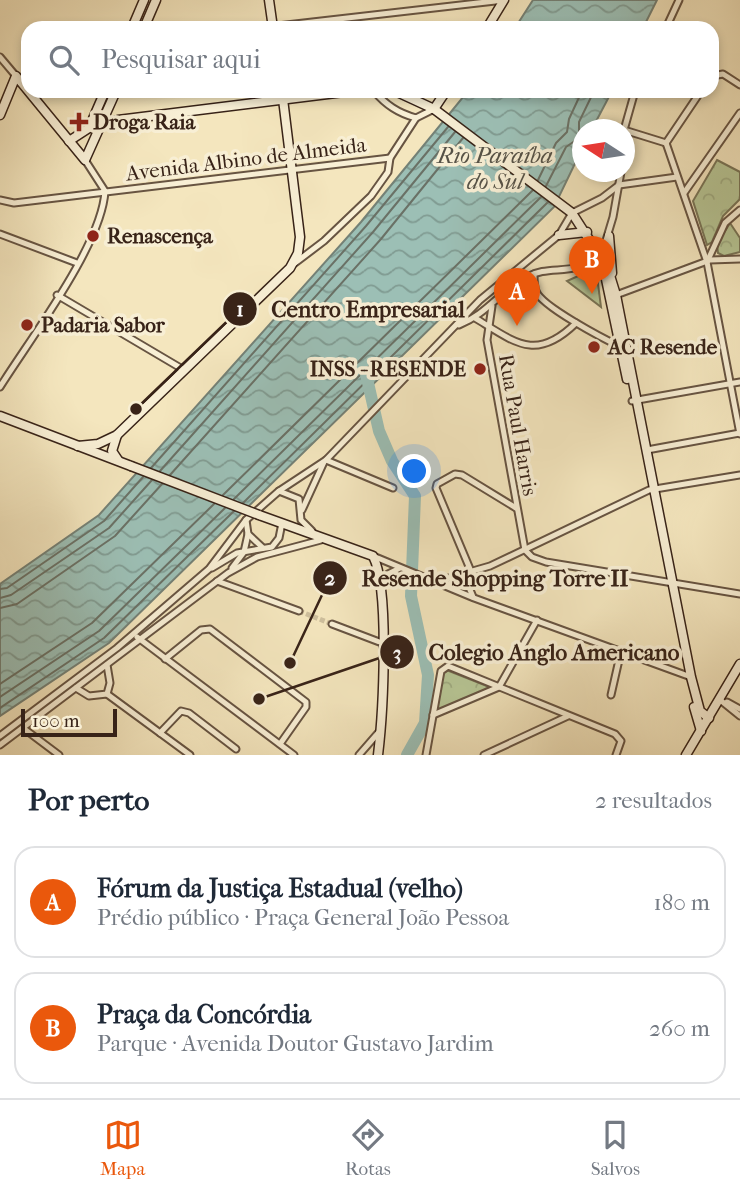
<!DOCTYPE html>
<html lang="pt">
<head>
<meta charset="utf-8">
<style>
  :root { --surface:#fff; --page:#f6f6f7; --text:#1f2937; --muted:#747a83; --line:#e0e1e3; --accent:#ea580c }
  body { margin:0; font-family:"IM FELL French Canon",serif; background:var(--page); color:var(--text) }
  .compass { position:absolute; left:572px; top:119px; width:63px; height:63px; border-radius:50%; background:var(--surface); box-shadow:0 4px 10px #0003; rotate:282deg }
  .scale { position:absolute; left:21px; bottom:18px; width:96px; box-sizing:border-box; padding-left:7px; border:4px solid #382318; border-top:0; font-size:19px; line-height:24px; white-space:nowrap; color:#382318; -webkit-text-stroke:5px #f8efd5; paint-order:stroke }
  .you { position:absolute; left:415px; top:472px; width:24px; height:24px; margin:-18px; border:5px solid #fff; border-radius:50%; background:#1a73e8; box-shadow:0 0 0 10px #1a73e833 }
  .badge { display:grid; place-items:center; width:46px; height:46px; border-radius:50%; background:var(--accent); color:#fff; font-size:23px; font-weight:700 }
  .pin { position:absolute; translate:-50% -58px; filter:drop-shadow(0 2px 4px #0008) }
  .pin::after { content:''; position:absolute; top:37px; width:24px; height:21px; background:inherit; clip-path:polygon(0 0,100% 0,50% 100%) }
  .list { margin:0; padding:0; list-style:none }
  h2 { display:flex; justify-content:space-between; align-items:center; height:91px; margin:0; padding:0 28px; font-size:30px }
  h2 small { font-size:23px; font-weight:400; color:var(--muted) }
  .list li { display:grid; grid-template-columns:46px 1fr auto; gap:21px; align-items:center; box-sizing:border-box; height:112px; margin:0 14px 14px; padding:0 14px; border:2px solid var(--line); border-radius:21px }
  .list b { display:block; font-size:26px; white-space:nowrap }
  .list p { margin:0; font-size:23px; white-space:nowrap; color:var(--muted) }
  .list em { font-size:23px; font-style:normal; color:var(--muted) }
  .icon { flex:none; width:38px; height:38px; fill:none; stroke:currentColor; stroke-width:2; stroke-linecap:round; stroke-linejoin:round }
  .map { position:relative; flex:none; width:740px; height:755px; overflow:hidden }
  .search { position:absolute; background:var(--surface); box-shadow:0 4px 10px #0003; left:21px; right:21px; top:21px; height:77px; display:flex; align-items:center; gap:18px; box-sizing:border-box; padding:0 24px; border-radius:21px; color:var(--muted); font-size:26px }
  .sheet { height:343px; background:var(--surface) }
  nav { display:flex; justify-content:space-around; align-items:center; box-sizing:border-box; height:98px; border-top:2px solid var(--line); background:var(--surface); font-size:19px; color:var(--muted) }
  nav a { display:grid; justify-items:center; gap:4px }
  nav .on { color:var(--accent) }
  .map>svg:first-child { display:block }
</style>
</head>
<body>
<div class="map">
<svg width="740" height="755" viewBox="0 0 740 755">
  <defs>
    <pattern id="forest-crowns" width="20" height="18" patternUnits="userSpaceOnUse" patternTransform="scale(1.75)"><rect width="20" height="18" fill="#b7c695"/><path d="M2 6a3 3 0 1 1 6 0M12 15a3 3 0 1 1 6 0" fill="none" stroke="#9eaa80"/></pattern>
    <pattern id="water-waves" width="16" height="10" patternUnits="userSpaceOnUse" patternTransform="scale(1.75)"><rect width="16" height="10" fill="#9cbfb5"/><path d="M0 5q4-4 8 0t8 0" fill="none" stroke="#809b92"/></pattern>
  </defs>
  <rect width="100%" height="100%" fill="#f4e6be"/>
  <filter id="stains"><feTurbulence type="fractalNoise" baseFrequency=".00286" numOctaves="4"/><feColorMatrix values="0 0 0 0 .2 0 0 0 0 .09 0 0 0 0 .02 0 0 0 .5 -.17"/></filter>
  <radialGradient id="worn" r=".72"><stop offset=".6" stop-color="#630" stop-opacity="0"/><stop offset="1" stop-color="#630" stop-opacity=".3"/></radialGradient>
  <!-- forest -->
  <g fill="url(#forest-crowns)" stroke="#787456" stroke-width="2">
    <path d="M717 160 740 172V199L723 216 712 242 707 245 693 201Z"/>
    <path d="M730 223 740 238V252L724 256 718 253 717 244Z"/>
    <path d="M596 268 601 307 567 281Z"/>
    <path d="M444 669 492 688 435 712Z"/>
  </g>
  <!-- water -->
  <g fill="url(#water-waves)" stroke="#748176" stroke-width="2">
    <path d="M533 0H657L643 28H515Z"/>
    <path d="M468 91H612L592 129 582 130V149L554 207 109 643 0 716V584L99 515 361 222Z"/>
  </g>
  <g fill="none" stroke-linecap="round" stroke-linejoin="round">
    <!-- shore -->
    <g stroke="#6a7166" stroke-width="2">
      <path d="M538 180 556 143 567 132 569 119 582 91"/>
      <path d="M546 186 566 147 579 138V122L594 91"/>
      <path d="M151 468 366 226 448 127"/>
      <path d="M160 471 373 232 455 132"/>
      <path d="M170 475 381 239 463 138"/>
      <path d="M223 495 533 190"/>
      <path d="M234 499 541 197"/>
      <path d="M243 503 548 202"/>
      <path d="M0 589 7 588 104 521 143 477"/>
      <path d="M0 598 11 595 109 528 152 480"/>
      <path d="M0 608 17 604 115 536 162 484"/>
      <path d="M0 684 92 623 214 504"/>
      <path d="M0 697 99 631 225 508"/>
      <path d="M0 708 104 638 234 511"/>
    </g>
    <!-- river -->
    <path stroke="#9cbfb5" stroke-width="12" d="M366 374 379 431 392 461 415 496 411 596 428 675 425 723 407 755"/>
    <!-- street-tunnel -->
    <path stroke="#cebf9d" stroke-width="5" stroke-dasharray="5 2.5" stroke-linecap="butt" d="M299 611 332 624"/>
    <defs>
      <g id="street">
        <path d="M260 28 504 0"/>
        <path d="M666 28 679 0"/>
        <path d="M0 57 16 76"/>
        <path d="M712 76 723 74 740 85"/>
        <path d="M374 91C386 105 398 113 416 118L434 109"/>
        <path d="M624 130 666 143"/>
        <path d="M624 130 635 91"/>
        <path d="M666 143 707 262 740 434"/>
        <path d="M666 143 701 91"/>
        <path d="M85 160 105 191"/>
        <path d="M619 185 677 177"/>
        <path d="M684 193 740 113"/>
        <path d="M0 200 14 203 390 158"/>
        <path d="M0 234 77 263"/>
        <path d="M707 262 725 223 740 210"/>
        <path d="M295 263 324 241 371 196 388 172 390 158 416 118"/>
        <path d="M534 274C534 279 534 286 536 291 541 306 604 339 621 347"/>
        <path d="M57 295 184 370"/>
        <path d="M616 295 710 260 740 259"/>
        <path d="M492 306 487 340 525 550 532 557 546 562 740 594"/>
        <path d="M475 318C516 343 536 362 576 323"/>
        <path d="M459 325C487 314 501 290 527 277 550 264 571 277 601 257L613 217 621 172"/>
        <path d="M0 387C30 339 102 245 105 191"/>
        <path d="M632 401 740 382"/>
        <path d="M647 450 740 433"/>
        <path d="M326 460 393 488"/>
        <path d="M279 491 299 499 301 520 312 531"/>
        <path d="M302 510 324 462"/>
        <path d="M246 520 248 534 263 548"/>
        <path d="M373 556 474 598 691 677"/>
        <path d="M212 568 237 553 272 547 279 538 282 523"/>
        <path d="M232 568 244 552 248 534"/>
        <path d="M217 581 299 611"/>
        <path d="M438 581 490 566 649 490 740 475"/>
        <path d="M382 586 388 574 400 568"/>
        <path d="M473 597 468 585 470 569 436 488 437 484 455 474 462 475 516 508"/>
        <path d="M332 624 382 643"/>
        <path d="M137 637 294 755"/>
        <path d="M165 659 201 630 210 629 306 702V707L280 744"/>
        <path d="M76 688 89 696 107 694 110 683 107 665"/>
        <path d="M107 694 190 755"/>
        <path d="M611 695 621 651"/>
        <path d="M719 699 740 716"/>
        <path d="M727 702 740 709"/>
        <path d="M433 715 499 687 537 620"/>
        <path d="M23 728 59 755"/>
        <path d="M160 733 181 711 189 713 236 749"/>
        <path d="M0 736 117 648 209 569 246 520 279 491 326 460 480 300 559 235 572 213 602 198 619 185"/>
        <path d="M0 745 228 573 257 557 321 540"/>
        <path d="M359 755 379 732"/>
        <path d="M426 755 441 671 448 666 615 734 621 741 616 755"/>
        <path d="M484 755 568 716"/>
      </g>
      <g id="secondary">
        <path d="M269 0 273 28"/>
        <path d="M132 28 144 0"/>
        <path d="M144 28 156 0"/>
        <path d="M487 28 504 0"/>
        <path d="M395 91 434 109 572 213 608 269 616 295 691 677 700 711 709 718"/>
        <path d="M434 109 446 91"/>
        <path d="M0 115 16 76 85 160 116 91"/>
        <path d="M89 128 118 120 352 91"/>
        <path d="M69 141 89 128 105 91"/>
        <path d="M559 235 587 232"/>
        <path d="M609 236 612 273"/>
        <path d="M603 265 627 379"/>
        <path d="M0 416 131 466"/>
        <path d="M117 435 112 451 118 460"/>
        <path d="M78 446 98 444 117 435 290 268 298 253 300 237 282 91"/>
        <path d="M259 515 373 556C390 589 383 714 378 755"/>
        <path d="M694 707 701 731"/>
        <path d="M686 755 740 664"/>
      </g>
    </defs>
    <!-- street casing -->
    <use href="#street" stroke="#675442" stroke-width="9"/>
    <!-- secondary casing -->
    <use href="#secondary" stroke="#382318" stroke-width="11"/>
    <!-- street -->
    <use href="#street" stroke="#f8efd5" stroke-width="5"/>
    <!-- secondary -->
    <use href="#secondary" stroke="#f8efd5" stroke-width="8"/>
    <defs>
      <path id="secondary-bridge" d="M131 466 259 515"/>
    </defs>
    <!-- secondary-bridge casing -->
    <use href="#secondary-bridge" stroke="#382318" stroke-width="11" stroke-linecap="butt"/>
    <!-- secondary-bridge -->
    <use href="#secondary-bridge" stroke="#f8efd5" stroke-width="8"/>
  </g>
  <!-- markers -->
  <g fill="#8f2418" stroke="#f8efd5" stroke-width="2.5">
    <path d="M75.5 111.5h7v7h7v7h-7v7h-7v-7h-7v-7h7z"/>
    <circle cx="93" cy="236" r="7"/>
    <circle cx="27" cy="325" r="7"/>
    <circle cx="594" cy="347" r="7"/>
    <circle cx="480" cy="369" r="7"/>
  </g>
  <g text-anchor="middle" stroke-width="7" stroke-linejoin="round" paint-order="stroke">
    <!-- poi labels -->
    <g font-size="21" font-weight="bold" fill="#382318" stroke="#f8efd5" text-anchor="start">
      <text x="93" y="129">Droga Raia</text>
      <text x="107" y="243">Renascença</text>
      <text x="41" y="332">Padaria Sabor</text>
      <text x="608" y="354">AC Resende</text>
      <text x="466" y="376" text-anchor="end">INSS - RESENDE</text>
    </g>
    <!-- street labels -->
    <g font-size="21" fill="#382318" stroke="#f8efd5">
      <text transform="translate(246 159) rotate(-7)" y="7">Avenida Albino de Almeida</text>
      <text transform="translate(518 425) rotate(80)" y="7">Rua Paul Harris</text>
    </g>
    <!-- water labels -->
    <g font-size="23" font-style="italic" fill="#565247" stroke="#f8efd5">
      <text x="495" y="163">Rio Paraíba<tspan x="495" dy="26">do Sul</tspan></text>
    </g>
  </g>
  <!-- callouts -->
  <path fill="none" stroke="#382318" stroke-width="2.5" d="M136 409L240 309M290 663L330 578M259 699L397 652"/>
  <g fill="#382318" stroke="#f8efd5" stroke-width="2.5">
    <circle cx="136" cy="409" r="7"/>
    <circle cx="290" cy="663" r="7"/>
    <circle cx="259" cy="699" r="7"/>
    <circle cx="240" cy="309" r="18"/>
    <circle cx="330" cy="578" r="18"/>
    <circle cx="397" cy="652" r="18"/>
  </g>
  <g font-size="21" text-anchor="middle" font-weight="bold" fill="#fff">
    <text x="240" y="316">1</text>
    <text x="330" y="585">2</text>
    <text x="397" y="660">3</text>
  </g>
  <g font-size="23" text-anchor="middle" font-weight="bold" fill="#382318" stroke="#f8efd5" stroke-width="7" stroke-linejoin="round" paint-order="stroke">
    <text x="368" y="317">Centro Empresarial</text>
    <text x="495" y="586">Resende Shopping Torre II</text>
    <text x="554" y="660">Colegio Anglo Americano</text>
  </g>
  <rect width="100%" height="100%" filter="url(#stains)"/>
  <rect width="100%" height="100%" fill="url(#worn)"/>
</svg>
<svg class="compass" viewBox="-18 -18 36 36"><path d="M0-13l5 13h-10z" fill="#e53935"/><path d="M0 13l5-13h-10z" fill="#747a83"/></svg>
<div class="scale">100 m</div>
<div class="you"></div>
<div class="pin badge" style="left:517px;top:326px">A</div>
<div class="pin badge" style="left:592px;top:294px">B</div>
<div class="search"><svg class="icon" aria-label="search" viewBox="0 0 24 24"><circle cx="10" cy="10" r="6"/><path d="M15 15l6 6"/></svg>Pesquisar aqui</div>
</div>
<section class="sheet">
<h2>Por perto<small>2 resultados</small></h2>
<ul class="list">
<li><span class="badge">A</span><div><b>Fórum da Justiça Estadual (velho)</b><p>Prédio público · Praça General João Pessoa</p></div><em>180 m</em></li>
<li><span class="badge">B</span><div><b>Praça da Concórdia</b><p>Parque · Avenida Doutor Gustavo Jardim</p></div><em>260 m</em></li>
</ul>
</section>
<nav>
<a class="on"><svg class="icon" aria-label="map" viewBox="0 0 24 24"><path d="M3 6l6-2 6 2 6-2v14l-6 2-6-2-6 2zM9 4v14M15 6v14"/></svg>Mapa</a>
<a><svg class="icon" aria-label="directions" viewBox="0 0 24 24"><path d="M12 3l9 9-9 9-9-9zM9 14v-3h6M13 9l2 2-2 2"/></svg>Rotas</a>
<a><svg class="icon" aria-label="saved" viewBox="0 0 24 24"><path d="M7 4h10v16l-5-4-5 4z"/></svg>Salvos</a>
</nav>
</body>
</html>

◆ Exercise description:
Reproduce only the lines of the records from the start up to and including the line that holds "margin:0; font-size:23px; white-space:nowrap;"; do not carry over any picture.

◆ Task solution:
<!DOCTYPE html>
<html lang="pt">
<head>
<meta charset="utf-8">
<style>
  :root { --surface:#fff; --page:#f6f6f7; --text:#1f2937; --muted:#747a83; --line:#e0e1e3; --accent:#ea580c }
  body { margin:0; font-family:"IM FELL French Canon",serif; background:var(--page); color:var(--text) }
  .compass { position:absolute; left:572px; top:119px; width:63px; height:63px; border-radius:50%; background:var(--surface); box-shadow:0 4px 10px #0003; rotate:282deg }
  .scale { position:absolute; left:21px; bottom:18px; width:96px; box-sizing:border-box; padding-left:7px; border:4px solid #382318; border-top:0; font-size:19px; line-height:24px; white-space:nowrap; color:#382318; -webkit-text-stroke:5px #f8efd5; paint-order:stroke }
  .you { position:absolute; left:415px; top:472px; width:24px; height:24px; margin:-18px; border:5px solid #fff; border-radius:50%; background:#1a73e8; box-shadow:0 0 0 10px #1a73e833 }
  .badge { display:grid; place-items:center; width:46px; height:46px; border-radius:50%; background:var(--accent); color:#fff; font-size:23px; font-weight:700 }
  .pin { position:absolute; translate:-50% -58px; filter:drop-shadow(0 2px 4px #0008) }
  .pin::after { content:''; position:absolute; top:37px; width:24px; height:21px; background:inherit; clip-path:polygon(0 0,100% 0,50% 100%) }
  .list { margin:0; padding:0; list-style:none }
  h2 { display:flex; justify-content:space-between; align-items:center; height:91px; margin:0; padding:0 28px; font-size:30px }
  h2 small { font-size:23px; font-weight:400; color:var(--muted) }
  .list li { display:grid; grid-template-columns:46px 1fr auto; gap:21px; align-items:center; box-sizing:border-box; height:112px; margin:0 14px 14px; padding:0 14px; border:2px solid var(--line); border-radius:21px }
  .list b { display:block; font-size:26px; white-space:nowrap }
  .list p { margin:0; font-size:23px; white-space:nowrap; color:var(--muted) }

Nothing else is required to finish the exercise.